Two things in the papers today have made my eyebrows twitch - an increasingly common affliction in me, I am told.  Both are media related.  The first is the idea of portraying Emmeline Pankhurst as a black woman in a new theatrical production.  Fine, you might say, if the production is nothing but a whimsical piece of entertainment.  However, the concept is, inevitably, being manipulated as a piece of diversity enforcement by those who believe their voices and viewpoints are more important than everyone else's.  History is what history was.   There's much to argue that a lot of recorded history is a bit dubious in content and context but it must surely be unwise to launch any revision to historical events through such a public media outlet as the theatre to try and re-write something that patently was not so.  So many rely on media output as being fact that a production like this does as much disservice to honest history as any incorrect recording of it did in the first place.  Rant over on that one.

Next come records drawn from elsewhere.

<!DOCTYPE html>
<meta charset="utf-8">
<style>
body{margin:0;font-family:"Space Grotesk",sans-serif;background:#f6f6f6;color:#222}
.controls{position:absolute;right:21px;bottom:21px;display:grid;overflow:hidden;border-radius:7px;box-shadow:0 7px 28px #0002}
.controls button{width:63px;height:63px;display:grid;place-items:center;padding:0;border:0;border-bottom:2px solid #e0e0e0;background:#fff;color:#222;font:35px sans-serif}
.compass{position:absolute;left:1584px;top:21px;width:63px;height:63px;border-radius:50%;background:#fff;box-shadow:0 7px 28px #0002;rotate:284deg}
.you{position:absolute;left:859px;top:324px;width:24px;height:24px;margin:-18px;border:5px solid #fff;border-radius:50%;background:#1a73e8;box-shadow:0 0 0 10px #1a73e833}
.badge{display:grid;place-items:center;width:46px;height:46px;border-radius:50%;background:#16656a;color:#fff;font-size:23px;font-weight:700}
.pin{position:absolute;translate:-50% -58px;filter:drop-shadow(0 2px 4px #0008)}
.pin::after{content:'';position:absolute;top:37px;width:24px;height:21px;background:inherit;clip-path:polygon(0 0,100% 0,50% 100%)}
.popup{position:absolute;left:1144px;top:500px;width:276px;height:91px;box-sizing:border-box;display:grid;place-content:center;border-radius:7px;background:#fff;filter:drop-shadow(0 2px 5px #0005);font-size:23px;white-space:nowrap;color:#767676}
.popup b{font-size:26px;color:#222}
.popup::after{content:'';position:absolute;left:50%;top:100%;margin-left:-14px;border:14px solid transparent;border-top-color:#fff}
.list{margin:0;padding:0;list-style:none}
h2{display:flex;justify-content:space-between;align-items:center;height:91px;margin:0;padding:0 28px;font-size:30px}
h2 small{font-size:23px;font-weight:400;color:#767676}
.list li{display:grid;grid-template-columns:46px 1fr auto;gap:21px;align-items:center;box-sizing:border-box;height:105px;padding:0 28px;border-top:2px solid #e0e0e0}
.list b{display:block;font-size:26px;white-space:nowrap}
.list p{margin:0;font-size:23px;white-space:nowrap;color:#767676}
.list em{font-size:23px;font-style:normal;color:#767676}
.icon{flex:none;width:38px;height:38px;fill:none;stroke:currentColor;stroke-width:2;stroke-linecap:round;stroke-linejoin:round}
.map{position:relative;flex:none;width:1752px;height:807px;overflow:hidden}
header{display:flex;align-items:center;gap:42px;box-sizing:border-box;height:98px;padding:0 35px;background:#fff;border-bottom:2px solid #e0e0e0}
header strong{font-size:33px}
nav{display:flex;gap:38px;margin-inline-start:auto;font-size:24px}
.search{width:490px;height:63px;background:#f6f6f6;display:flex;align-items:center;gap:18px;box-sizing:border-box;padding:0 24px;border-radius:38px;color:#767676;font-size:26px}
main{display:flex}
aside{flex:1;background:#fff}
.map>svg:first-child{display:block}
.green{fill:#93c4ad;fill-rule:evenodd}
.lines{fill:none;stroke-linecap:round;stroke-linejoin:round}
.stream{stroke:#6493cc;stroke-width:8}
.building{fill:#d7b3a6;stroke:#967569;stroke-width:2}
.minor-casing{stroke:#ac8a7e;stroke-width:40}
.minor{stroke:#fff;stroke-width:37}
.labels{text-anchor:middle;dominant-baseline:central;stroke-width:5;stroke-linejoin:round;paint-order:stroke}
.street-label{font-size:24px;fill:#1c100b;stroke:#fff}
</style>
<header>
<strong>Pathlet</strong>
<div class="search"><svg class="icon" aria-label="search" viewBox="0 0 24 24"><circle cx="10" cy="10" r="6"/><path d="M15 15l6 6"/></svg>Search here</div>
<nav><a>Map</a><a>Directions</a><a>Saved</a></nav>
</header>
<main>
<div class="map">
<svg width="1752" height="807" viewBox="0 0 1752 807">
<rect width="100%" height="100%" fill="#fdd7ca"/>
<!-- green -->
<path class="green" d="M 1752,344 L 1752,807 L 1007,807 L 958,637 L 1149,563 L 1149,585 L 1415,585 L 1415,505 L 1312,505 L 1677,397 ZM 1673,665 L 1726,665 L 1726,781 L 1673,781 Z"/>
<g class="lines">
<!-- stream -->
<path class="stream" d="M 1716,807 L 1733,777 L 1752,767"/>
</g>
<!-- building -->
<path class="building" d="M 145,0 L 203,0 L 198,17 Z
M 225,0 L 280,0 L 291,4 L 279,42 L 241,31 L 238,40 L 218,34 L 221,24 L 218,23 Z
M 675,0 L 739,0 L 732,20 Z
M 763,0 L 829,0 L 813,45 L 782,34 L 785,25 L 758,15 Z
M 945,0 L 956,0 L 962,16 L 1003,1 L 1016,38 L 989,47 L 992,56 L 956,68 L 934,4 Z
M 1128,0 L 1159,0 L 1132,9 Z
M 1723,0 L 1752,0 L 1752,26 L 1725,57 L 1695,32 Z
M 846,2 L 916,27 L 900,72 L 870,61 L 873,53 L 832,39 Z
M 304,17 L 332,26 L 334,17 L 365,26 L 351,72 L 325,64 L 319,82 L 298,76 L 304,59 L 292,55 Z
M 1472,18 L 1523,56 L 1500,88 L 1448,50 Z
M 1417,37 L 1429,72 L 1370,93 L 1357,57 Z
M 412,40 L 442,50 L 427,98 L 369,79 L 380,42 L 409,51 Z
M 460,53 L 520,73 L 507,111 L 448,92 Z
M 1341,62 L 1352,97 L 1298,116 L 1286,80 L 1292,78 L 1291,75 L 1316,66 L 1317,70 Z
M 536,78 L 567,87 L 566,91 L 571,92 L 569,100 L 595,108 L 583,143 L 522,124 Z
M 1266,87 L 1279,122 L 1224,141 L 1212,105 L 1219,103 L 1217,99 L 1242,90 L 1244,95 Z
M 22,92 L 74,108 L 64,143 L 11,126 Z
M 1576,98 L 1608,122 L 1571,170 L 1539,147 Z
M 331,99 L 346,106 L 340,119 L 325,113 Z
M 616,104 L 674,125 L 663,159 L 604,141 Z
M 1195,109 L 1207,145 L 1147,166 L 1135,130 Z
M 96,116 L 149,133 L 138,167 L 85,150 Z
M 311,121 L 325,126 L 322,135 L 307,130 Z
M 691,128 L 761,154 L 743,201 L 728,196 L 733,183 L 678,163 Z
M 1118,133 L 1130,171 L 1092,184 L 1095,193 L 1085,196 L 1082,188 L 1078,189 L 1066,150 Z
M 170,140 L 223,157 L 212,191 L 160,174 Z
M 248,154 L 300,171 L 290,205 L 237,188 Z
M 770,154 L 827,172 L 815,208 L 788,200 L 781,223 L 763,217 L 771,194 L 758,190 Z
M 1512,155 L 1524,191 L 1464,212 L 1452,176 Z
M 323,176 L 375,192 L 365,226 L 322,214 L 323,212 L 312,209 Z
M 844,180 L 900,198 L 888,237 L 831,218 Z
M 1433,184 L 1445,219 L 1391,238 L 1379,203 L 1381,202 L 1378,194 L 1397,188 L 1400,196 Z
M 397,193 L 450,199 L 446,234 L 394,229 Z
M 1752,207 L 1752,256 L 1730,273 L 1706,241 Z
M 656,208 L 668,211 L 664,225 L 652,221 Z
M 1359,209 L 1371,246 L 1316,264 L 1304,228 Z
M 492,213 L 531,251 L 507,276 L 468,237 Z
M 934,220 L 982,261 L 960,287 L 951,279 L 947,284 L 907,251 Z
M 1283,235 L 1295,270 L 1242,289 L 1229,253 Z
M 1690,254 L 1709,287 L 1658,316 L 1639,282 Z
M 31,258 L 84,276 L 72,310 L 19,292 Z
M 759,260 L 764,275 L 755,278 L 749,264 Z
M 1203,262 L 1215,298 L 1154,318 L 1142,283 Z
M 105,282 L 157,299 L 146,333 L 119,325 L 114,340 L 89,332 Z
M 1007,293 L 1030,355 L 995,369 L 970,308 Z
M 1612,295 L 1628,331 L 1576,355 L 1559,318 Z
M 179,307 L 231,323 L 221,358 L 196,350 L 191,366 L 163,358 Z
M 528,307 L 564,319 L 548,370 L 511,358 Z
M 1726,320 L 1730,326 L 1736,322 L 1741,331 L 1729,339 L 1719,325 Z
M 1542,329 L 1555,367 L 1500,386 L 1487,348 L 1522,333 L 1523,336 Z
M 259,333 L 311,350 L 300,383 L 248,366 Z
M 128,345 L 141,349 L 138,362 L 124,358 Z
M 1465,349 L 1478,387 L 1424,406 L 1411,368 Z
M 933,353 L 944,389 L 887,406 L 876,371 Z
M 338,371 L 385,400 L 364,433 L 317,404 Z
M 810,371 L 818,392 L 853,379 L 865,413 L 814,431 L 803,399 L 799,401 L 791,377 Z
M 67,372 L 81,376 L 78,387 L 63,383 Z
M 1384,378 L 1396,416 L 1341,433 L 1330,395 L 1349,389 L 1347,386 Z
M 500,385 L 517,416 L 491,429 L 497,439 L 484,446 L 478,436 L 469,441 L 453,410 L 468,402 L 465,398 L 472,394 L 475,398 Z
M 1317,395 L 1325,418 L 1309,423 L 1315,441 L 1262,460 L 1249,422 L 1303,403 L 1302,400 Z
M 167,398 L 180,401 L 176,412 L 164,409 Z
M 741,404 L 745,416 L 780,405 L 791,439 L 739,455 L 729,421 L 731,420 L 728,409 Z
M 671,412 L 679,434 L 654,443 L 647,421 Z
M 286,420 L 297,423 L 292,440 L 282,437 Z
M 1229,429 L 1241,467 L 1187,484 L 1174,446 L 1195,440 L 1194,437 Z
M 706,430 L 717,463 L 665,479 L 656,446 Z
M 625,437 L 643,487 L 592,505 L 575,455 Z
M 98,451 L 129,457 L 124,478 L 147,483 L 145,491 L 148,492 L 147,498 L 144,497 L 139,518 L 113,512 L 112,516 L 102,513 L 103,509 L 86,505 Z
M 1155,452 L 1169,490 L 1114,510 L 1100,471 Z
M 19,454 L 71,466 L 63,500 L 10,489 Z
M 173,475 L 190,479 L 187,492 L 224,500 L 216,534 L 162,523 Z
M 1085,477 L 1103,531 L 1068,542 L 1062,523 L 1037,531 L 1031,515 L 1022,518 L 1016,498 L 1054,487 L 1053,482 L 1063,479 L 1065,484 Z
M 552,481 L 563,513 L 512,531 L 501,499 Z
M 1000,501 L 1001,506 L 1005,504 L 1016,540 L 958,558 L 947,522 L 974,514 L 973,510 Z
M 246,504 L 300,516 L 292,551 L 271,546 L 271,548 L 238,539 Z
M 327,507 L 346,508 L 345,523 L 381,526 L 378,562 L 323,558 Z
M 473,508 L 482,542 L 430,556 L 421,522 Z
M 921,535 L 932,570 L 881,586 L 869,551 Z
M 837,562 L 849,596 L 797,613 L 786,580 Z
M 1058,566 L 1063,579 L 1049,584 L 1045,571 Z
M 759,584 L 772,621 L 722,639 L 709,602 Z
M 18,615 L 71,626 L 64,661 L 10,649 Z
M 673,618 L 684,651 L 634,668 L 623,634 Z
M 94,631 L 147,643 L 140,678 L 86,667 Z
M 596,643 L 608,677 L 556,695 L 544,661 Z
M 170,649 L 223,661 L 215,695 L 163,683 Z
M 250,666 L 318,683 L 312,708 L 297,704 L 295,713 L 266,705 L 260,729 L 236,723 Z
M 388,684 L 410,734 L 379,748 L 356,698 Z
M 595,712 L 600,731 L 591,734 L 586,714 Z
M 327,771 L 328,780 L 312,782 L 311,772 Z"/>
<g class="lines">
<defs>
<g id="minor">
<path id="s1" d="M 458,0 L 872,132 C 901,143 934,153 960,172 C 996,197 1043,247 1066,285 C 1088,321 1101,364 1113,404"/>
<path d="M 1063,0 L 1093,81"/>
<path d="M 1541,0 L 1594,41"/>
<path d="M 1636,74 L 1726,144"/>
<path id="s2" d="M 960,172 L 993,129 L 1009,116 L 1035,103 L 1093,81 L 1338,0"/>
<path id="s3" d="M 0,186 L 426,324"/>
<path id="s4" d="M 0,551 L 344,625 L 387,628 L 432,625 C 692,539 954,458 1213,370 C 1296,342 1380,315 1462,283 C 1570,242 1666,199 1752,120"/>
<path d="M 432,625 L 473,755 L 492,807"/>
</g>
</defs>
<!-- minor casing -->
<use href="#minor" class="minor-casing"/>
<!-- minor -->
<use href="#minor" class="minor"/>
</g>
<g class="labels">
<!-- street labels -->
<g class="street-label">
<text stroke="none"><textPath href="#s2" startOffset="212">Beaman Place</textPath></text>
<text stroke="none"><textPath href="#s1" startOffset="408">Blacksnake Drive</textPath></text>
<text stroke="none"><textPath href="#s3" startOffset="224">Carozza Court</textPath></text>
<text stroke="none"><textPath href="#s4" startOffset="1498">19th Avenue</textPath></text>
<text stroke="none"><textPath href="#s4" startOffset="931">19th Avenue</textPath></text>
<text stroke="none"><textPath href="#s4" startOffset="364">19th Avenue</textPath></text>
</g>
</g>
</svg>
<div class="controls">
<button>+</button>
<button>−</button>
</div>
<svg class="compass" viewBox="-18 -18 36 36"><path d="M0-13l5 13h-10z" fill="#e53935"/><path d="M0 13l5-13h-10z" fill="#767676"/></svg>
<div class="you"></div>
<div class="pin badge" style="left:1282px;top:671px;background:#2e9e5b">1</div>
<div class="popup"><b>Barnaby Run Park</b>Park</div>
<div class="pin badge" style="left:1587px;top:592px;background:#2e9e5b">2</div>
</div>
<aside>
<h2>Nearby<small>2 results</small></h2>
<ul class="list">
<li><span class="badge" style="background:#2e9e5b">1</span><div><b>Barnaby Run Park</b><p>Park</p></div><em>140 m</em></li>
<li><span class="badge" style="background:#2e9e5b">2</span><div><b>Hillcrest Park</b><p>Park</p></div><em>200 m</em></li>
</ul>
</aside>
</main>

The second tid-bit that agitated my ire was the notion of Strictly Come Dancing including same sex partners.   I'm guessing here, but I would wager money that much of the viewing figures for this glamorous show are made up from ordinary men and women who enjoy seeing good dancing performed by a man and a woman.  The routines, the dancing and the theme of this extravaganza is heterosexual in every possible way - the costumes exaggerate it, the music propounds it the whole context of the show exudes it.  And that's brilliant !  What can possibly be wrong in this challenged world where minority viewpoints are overwhelming good, common sense and proportionality, of seeing a glamorous display of skill and verve between a man and woman dancing ?   At the moment, the show is wisely defending its corner but the time will come - unless we display our disagreement - when the vested interests of the minority will rule the majority.  And that won't be a good day.